What needs to be done :: Should the word "halo" occur in a line of the records, copy that line.

Start of Given information

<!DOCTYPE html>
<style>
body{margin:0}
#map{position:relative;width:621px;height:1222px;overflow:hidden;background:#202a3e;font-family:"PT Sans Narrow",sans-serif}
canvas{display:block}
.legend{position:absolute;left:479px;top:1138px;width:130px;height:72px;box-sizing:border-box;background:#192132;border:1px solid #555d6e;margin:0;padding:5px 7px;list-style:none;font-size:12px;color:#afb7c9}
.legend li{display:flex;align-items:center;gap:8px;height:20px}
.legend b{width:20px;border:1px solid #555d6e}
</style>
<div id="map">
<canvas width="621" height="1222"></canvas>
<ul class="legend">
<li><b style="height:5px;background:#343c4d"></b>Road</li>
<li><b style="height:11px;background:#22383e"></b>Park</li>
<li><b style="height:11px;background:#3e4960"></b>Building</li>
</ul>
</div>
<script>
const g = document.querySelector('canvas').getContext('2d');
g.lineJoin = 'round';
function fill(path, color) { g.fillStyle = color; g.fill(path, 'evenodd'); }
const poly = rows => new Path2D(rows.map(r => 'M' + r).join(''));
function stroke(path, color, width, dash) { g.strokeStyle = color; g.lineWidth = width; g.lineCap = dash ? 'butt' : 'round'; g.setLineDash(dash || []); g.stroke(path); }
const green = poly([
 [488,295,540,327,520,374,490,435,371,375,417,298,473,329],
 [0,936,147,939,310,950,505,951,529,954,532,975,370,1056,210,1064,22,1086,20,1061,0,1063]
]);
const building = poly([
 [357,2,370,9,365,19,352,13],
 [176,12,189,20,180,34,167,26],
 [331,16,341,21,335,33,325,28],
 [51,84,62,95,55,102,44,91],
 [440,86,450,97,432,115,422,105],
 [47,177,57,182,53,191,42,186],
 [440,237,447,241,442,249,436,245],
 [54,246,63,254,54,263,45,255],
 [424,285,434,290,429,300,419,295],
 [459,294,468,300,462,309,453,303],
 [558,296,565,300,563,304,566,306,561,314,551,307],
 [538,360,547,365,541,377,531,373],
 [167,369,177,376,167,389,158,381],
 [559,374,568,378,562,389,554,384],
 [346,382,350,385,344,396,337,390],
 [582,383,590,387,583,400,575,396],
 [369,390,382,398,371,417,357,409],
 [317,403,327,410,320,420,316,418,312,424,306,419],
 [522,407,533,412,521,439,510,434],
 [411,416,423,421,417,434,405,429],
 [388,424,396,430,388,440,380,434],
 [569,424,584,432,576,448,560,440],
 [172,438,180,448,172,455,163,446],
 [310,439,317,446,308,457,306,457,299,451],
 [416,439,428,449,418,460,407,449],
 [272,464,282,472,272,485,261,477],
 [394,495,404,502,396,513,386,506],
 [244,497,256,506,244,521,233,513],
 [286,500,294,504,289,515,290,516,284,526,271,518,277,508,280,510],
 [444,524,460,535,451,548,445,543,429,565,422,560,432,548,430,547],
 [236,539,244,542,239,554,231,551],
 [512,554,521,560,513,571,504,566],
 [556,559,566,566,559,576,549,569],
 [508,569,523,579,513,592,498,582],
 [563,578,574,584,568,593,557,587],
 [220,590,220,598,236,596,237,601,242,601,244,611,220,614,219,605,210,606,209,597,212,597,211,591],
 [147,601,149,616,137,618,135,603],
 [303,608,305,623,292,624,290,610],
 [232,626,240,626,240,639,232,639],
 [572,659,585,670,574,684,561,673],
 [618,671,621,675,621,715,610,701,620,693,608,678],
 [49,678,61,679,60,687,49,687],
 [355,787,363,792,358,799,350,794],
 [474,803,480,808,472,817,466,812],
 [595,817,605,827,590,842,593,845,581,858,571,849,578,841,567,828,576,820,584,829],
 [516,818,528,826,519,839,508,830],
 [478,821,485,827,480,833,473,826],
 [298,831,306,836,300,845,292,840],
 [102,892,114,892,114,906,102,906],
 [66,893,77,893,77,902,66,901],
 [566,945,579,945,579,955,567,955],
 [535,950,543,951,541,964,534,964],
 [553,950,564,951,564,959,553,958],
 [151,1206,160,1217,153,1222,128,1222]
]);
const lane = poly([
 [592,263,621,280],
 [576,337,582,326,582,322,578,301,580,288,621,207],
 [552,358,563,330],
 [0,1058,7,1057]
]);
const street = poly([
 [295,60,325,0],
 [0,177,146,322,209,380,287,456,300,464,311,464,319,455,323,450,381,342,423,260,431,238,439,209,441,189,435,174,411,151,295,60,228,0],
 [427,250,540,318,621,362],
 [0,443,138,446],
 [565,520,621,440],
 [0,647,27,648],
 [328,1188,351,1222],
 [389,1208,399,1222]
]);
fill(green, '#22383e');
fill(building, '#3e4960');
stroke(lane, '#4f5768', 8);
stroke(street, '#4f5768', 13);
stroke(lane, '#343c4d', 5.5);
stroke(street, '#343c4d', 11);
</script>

End of Given information
Start of Given information

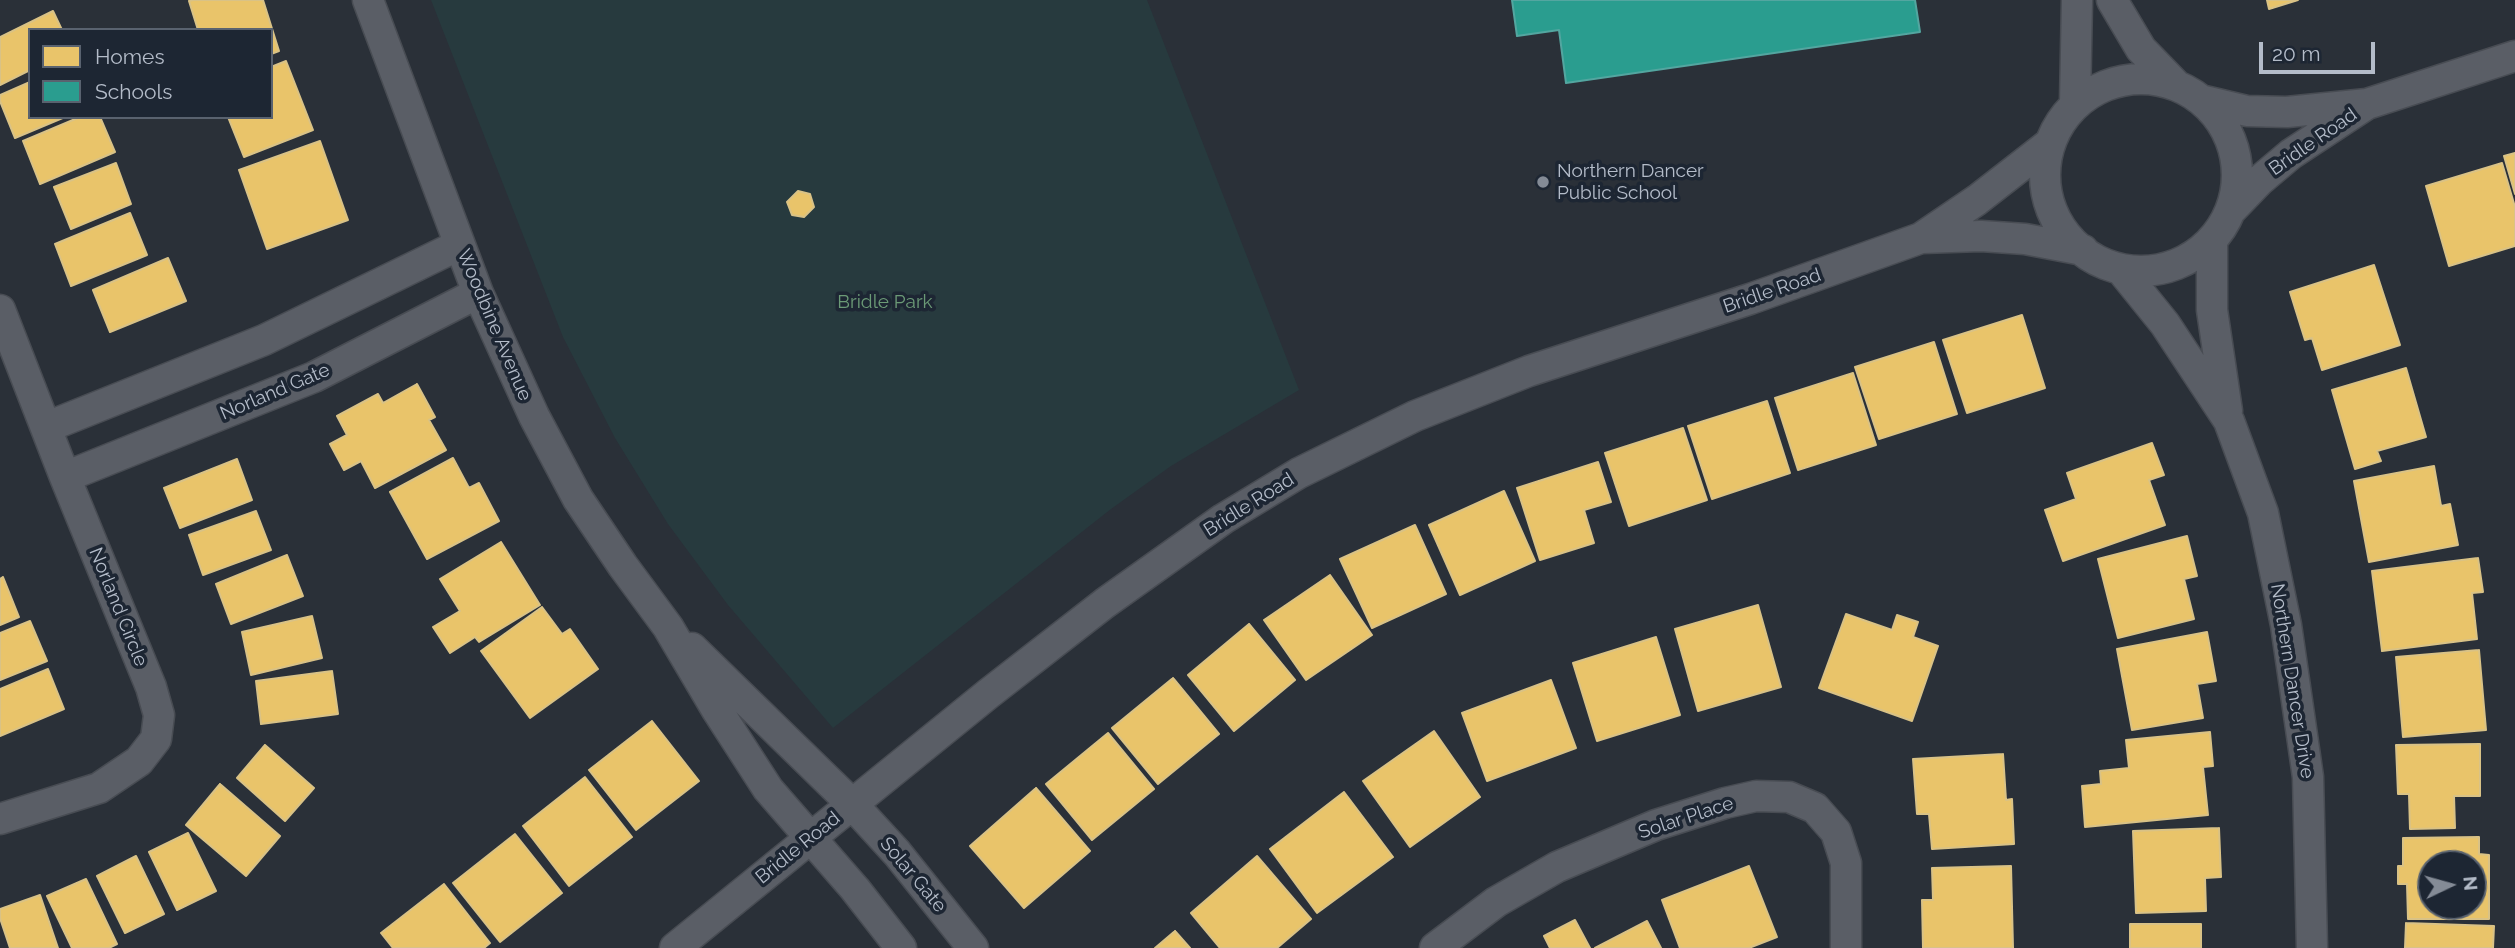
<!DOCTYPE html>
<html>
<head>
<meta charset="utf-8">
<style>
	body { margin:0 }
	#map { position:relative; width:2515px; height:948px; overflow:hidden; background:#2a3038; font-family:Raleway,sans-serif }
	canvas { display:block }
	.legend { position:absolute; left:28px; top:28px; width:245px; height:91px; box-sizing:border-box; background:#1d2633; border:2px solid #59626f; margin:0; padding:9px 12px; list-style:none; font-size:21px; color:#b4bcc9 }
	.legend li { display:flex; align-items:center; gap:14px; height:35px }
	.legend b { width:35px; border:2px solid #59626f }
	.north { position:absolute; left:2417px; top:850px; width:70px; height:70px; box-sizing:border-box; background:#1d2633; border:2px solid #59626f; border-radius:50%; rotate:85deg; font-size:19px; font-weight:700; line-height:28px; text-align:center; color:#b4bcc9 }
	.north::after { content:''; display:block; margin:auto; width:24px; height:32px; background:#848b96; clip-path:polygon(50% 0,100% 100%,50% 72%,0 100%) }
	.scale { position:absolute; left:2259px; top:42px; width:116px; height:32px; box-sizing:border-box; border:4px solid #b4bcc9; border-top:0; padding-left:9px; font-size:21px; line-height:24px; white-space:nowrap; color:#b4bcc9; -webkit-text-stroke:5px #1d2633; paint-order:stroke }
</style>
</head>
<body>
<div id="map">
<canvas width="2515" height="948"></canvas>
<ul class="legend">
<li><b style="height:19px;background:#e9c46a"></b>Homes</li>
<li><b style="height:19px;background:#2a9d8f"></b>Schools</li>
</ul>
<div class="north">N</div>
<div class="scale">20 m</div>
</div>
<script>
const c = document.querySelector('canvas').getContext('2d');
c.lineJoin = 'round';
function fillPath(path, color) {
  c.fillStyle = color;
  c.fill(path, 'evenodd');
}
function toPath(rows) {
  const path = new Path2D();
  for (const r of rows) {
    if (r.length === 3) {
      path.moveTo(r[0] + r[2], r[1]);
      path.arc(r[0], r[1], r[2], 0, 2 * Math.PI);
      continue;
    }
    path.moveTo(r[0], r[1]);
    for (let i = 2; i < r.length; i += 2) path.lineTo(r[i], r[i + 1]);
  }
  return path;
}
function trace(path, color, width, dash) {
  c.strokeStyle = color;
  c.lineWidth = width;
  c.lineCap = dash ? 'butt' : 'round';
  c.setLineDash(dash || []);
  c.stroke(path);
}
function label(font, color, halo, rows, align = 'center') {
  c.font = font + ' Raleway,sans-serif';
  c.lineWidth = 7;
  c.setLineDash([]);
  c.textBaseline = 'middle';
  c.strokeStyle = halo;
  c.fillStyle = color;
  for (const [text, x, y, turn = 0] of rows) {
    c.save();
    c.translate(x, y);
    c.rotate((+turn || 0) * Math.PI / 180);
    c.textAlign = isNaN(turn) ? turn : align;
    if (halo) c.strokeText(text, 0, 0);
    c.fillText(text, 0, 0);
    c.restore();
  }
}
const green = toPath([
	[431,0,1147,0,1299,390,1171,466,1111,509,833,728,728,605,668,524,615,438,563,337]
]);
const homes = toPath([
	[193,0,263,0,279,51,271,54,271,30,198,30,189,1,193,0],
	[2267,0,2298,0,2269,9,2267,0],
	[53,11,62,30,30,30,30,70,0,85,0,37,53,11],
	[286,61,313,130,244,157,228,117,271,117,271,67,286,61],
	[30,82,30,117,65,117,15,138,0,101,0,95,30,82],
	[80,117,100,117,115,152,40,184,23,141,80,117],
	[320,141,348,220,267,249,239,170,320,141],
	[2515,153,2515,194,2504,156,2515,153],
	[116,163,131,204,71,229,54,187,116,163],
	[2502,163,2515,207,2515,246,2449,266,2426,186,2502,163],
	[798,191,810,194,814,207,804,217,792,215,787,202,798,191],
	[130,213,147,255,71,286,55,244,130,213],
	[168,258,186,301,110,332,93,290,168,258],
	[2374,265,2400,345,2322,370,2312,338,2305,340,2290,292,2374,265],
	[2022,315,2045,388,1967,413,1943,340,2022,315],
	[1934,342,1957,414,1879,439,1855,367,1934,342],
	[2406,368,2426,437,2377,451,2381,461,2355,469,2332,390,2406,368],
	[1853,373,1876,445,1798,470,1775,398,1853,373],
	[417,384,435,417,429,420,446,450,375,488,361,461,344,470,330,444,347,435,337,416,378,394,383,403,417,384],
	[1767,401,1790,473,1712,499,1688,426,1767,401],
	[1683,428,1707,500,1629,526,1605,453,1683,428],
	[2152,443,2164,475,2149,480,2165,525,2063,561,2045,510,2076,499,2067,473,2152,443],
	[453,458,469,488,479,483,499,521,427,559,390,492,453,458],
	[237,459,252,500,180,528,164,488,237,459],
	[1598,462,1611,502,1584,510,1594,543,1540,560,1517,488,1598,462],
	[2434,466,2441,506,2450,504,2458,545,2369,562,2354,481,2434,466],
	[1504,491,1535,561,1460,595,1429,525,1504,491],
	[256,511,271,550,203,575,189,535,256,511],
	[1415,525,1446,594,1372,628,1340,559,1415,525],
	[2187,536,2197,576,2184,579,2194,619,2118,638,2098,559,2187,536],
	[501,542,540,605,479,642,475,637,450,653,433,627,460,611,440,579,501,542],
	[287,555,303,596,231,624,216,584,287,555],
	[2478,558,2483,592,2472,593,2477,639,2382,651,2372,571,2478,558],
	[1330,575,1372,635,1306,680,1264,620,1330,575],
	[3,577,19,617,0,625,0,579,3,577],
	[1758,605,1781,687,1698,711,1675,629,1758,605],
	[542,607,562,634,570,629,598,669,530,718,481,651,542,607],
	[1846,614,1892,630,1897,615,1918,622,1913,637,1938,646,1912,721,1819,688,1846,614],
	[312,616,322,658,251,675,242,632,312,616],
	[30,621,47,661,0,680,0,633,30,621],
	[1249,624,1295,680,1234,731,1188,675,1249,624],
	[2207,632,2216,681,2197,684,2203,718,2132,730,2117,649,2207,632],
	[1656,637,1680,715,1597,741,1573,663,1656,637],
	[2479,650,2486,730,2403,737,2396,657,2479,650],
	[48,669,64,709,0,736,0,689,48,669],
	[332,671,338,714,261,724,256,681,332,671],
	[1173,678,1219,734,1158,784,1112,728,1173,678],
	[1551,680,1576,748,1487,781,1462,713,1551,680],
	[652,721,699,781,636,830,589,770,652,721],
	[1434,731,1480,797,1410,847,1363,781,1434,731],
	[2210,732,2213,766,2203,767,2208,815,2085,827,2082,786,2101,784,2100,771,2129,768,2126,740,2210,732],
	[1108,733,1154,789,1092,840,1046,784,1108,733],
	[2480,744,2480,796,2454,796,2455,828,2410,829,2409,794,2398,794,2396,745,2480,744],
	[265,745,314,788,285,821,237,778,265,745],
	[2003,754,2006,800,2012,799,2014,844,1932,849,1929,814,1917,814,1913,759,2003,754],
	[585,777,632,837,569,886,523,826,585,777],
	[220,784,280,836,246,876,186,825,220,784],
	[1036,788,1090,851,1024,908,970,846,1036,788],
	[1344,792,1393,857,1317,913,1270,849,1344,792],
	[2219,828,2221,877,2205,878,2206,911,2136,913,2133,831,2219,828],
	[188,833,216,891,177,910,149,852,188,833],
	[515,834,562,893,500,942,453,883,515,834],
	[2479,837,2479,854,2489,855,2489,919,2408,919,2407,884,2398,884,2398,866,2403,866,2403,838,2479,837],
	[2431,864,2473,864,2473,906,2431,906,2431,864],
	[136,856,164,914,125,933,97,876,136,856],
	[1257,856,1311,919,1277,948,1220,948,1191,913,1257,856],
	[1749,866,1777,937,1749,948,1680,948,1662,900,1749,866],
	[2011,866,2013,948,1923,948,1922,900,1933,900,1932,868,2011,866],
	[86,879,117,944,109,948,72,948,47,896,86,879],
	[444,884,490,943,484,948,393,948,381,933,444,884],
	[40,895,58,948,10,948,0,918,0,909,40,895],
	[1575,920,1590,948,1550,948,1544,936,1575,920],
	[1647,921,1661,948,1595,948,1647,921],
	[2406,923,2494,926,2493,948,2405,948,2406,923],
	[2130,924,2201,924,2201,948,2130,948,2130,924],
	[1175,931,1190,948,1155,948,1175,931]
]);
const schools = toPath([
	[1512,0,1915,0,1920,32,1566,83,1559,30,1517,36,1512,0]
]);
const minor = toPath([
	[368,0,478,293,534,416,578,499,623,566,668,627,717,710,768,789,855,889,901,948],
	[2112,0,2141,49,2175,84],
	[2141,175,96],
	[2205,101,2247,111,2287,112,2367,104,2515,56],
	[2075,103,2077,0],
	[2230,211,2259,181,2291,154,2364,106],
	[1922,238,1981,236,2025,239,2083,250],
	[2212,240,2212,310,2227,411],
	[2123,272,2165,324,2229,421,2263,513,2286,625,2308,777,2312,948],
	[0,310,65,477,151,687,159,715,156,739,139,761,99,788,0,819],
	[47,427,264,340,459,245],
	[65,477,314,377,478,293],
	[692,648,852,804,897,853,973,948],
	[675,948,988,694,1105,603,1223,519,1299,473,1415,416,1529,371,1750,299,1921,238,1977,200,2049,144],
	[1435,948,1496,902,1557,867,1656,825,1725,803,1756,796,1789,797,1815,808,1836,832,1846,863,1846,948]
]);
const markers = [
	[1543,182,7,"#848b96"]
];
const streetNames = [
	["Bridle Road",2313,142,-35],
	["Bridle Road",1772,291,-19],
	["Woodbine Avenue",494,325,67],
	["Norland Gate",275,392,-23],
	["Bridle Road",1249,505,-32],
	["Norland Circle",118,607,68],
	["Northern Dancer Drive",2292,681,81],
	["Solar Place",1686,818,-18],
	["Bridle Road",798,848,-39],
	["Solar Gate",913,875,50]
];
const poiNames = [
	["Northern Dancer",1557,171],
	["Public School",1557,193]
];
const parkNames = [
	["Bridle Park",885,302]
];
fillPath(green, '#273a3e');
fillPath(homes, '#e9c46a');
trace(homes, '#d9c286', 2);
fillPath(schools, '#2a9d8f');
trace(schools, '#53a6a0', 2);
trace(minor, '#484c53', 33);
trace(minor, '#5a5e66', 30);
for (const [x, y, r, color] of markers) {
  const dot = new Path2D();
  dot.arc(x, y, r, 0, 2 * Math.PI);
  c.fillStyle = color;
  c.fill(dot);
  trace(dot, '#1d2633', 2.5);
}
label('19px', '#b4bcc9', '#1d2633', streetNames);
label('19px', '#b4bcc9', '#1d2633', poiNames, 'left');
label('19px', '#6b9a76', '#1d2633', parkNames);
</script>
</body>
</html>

End of Given information

Response ::
function label(font, color, halo, rows, align = 'center') {
  c.strokeStyle = halo;
    if (halo) c.strokeText(text, 0, 0);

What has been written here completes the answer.